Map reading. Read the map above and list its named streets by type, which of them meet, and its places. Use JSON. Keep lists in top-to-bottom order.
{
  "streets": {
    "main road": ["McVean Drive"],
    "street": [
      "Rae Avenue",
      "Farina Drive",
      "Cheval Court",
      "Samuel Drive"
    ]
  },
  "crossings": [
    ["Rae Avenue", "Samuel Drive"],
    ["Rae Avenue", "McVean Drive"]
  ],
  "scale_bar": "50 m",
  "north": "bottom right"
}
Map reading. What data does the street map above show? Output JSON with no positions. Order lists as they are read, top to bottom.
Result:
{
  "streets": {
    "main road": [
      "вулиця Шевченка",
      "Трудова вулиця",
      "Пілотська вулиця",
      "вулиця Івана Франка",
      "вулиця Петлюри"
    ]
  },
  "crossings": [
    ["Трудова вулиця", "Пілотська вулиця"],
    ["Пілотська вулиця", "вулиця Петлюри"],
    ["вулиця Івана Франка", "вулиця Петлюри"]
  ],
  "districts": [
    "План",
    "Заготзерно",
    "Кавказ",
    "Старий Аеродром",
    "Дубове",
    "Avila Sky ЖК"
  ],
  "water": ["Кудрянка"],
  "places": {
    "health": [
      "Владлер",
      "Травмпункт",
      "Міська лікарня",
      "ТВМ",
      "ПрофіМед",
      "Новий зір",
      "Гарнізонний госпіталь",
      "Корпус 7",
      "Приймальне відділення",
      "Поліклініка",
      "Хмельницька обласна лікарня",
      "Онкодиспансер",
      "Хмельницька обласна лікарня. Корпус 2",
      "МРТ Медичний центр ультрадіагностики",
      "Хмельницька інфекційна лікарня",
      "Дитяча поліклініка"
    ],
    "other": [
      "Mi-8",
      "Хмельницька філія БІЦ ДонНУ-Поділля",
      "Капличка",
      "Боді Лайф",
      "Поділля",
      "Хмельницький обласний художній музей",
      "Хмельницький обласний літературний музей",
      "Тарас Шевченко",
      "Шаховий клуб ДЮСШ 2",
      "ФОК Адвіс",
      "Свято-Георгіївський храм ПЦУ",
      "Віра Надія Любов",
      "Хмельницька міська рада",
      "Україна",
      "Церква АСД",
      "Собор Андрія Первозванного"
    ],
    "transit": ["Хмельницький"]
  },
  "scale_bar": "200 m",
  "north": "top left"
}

WHAT YOU NEED TO DO:
What are the lines of the data above that include the string "bottom"? Copy them.

EXPECTED ANSWER:
Map reading. Read the map above and list its named streets by type, which of them meet, and its places. Use JSON. Keep lists in top-to-bottom order.
  "north": "bottom right"
Map reading. What data does the street map above show? Output JSON with no positions. Order lists as they are read, top to bottom.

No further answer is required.